Pour lutter contre le trafic d’êtres humains, le cardinal en appelle à la responsabilité de la communauté internationale, de l’Eglise et de chaque citoyen : pour lui, « l’Eglise, les gouvernements, les ONG, les employeurs, le commerce, les syndicats et l’opinion publique, ainsi que toutes les personnes de bonne volonté » doivent « combattre ensemble » dans le « dialogue et la coopération » pour « faire la différence ».

L’Eglise, affirme-t-il, est « en première ligne » et « impliquée directement dans l’aide aux victimes » dans de nombreux pays, notamment à travers ses réseaux internationaux : outre l’assistance matérielle et sociale, l’Eglise promeut la prévention et la sensibilisation.

Le cardinal invite donc la communauté ecclésiale à accompagner les femmes et les jeunes filles réfugiées avec « qualité, affection et soin », et avec « une attention spéciale à celles qui ont été blessées dans leur dignité et privées de leur innocence ».
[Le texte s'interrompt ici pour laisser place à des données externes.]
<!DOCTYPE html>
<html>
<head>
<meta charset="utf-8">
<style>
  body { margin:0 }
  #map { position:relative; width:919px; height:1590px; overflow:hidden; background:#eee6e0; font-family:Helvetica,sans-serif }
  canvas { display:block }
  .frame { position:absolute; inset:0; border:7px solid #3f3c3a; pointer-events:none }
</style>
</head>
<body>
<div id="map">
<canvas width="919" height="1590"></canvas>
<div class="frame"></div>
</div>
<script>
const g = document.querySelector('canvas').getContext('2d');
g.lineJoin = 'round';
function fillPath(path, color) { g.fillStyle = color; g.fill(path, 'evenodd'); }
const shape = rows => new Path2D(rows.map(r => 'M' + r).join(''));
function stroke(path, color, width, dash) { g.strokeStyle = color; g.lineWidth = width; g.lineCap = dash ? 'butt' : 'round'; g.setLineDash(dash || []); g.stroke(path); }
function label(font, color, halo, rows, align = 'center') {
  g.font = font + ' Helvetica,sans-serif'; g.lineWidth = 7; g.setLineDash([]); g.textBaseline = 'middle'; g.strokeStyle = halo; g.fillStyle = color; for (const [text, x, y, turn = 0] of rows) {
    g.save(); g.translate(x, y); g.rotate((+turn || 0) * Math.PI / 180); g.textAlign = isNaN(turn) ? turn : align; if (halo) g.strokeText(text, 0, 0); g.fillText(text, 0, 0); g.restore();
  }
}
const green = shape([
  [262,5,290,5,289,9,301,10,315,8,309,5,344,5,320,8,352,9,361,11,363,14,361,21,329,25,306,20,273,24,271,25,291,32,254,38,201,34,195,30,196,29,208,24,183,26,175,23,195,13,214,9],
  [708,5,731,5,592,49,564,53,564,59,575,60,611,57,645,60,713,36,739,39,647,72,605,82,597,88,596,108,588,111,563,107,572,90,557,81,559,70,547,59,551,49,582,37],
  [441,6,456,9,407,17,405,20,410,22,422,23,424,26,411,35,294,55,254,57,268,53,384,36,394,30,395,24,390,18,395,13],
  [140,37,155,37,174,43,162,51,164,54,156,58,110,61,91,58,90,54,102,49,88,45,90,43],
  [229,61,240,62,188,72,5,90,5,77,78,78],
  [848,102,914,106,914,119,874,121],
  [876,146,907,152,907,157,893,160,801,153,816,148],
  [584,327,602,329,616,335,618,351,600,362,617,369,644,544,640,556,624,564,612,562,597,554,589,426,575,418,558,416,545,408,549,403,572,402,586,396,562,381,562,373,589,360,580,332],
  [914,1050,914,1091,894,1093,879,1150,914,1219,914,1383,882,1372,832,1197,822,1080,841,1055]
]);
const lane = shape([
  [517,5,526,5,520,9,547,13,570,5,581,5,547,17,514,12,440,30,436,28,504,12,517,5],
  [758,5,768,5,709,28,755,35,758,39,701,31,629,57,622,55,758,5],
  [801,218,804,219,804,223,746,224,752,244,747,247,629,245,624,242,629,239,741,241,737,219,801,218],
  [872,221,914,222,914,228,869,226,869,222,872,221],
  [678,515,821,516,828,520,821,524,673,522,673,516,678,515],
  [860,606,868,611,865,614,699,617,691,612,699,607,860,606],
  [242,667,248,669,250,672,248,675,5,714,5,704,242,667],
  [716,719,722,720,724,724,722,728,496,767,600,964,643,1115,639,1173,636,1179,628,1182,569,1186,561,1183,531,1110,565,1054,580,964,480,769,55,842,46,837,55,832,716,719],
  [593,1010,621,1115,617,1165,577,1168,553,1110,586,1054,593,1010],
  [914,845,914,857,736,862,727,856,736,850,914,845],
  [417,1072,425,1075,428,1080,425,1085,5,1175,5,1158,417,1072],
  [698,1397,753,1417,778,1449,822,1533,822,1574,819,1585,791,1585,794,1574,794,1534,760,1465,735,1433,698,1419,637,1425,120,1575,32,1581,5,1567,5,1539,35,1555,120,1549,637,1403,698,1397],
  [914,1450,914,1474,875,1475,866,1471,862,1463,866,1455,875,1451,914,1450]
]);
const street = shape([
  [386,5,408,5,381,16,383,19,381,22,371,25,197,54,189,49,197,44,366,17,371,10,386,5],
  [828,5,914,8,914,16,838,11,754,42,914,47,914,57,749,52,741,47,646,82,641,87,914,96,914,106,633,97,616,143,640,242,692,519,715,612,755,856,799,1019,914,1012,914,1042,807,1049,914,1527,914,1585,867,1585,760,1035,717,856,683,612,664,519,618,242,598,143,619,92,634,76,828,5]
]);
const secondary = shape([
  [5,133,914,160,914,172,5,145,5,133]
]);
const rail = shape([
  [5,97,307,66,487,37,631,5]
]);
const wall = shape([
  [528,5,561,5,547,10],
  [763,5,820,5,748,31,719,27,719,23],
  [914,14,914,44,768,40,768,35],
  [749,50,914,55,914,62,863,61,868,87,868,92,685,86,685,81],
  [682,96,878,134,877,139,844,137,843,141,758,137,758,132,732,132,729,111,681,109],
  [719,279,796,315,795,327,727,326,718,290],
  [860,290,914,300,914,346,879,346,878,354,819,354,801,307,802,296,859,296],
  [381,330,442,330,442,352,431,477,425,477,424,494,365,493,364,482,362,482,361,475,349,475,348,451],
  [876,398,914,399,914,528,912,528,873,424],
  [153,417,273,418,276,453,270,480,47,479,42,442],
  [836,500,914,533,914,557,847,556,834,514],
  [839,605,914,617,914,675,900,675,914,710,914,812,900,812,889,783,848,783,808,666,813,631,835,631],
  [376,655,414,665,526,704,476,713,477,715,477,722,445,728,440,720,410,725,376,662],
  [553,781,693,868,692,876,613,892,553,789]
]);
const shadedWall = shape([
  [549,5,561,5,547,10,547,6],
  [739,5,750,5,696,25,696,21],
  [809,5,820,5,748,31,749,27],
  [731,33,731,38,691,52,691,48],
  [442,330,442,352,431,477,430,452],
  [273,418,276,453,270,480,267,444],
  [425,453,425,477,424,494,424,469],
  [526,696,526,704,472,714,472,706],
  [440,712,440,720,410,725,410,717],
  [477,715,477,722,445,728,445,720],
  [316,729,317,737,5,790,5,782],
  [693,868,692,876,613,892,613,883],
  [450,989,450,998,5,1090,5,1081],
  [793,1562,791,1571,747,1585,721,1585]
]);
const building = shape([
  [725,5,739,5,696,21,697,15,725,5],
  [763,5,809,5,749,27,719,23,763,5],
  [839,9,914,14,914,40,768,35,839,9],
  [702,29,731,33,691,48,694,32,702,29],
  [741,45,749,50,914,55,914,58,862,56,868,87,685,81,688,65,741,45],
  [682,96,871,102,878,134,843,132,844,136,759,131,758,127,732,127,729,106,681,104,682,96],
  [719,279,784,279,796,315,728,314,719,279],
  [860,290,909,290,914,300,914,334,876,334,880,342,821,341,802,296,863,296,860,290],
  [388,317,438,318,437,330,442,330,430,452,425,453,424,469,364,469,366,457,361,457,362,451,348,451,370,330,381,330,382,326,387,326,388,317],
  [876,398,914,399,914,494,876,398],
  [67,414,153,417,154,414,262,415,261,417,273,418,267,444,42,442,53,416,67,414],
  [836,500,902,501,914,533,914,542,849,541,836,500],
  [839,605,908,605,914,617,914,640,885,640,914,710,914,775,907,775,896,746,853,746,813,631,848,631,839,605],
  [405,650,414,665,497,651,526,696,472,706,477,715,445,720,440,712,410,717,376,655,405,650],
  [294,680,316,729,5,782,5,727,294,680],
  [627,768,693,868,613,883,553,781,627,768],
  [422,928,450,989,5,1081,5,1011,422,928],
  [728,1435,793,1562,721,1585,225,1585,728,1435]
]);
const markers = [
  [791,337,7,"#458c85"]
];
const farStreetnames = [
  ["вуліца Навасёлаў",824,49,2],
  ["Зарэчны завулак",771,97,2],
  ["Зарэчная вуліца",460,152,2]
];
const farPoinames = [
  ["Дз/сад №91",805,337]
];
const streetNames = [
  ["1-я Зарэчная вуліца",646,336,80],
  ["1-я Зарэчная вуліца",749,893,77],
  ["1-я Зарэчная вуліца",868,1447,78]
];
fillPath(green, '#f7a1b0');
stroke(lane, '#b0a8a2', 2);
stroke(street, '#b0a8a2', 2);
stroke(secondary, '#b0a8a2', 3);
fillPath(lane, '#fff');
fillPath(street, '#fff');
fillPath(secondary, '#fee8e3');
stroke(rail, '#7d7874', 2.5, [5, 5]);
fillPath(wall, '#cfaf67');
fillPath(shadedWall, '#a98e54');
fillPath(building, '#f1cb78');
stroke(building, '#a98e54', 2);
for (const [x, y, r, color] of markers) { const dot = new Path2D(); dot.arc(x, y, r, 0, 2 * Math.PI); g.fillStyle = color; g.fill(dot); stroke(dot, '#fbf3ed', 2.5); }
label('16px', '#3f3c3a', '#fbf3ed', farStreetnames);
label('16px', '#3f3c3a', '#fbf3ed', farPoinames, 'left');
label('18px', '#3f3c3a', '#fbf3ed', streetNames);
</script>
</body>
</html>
Au niveau international et national, il appelle à des « mesures préventives » assurées par un ensemble de conditions: « lois anti-traite, adoption de lois sur le travail et règlementation des conditions de travail ». Les victimes de trafic doivent avoir « accès à la justice, à l’assistance sociale et légale et au dédommagement des dommages subis », elles doivent être intégrées dans la société ou

assistées pour « retourner dans le pays d'origine avec microcrédit ou emprunt ».

Enfin, au niveau individuel, le cardinal a posé la question de la « responsabilité des consommateurs » qui doivent être « conscients des conditions dans lesquelles sont cultivés ou fabriqués les produits achetés » : il est possible, a-t-il souligné, que les produits achetés soient obtenu par du « travail forcé ». Par conséquent, l’introduction « d’étiquettes commerciales et de codes de conduite » pourrait contribuer à « assurer des conditions de travail décentes ».